------ SUPPLIED DATA

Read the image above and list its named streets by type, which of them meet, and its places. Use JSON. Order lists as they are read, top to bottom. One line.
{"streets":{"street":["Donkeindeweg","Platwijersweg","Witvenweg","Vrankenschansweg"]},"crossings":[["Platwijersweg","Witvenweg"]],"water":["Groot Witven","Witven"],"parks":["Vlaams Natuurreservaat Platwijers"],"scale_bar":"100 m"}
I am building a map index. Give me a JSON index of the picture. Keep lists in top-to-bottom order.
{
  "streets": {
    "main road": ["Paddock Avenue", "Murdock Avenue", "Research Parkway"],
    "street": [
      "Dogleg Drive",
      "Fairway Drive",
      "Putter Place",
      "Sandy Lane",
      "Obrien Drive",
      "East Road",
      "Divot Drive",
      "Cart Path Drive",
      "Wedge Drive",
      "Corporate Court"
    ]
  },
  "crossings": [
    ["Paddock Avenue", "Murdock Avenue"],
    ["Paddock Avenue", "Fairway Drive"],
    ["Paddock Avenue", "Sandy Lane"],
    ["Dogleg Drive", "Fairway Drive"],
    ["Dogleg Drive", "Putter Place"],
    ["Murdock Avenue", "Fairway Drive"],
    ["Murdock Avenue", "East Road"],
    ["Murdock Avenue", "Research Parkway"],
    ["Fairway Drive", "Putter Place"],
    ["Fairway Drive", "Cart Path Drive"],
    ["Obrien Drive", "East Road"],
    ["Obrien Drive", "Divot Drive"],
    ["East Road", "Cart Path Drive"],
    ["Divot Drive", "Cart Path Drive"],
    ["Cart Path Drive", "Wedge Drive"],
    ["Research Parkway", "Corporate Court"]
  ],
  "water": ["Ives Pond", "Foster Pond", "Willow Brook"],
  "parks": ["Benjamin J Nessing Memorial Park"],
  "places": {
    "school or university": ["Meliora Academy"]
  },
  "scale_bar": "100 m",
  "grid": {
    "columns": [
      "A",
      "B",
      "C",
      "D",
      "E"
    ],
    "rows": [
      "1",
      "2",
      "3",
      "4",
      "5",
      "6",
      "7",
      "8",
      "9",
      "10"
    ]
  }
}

------------

**WORK INSTRUCTIONS:** The answer must be every line of the records that contains the word "Cart".

**PROBLEM SOLUTION:**
      "Cart Path Drive",
    ["Fairway Drive", "Cart Path Drive"],
    ["East Road", "Cart Path Drive"],
    ["Divot Drive", "Cart Path Drive"],
    ["Cart Path Drive", "Wedge Drive"],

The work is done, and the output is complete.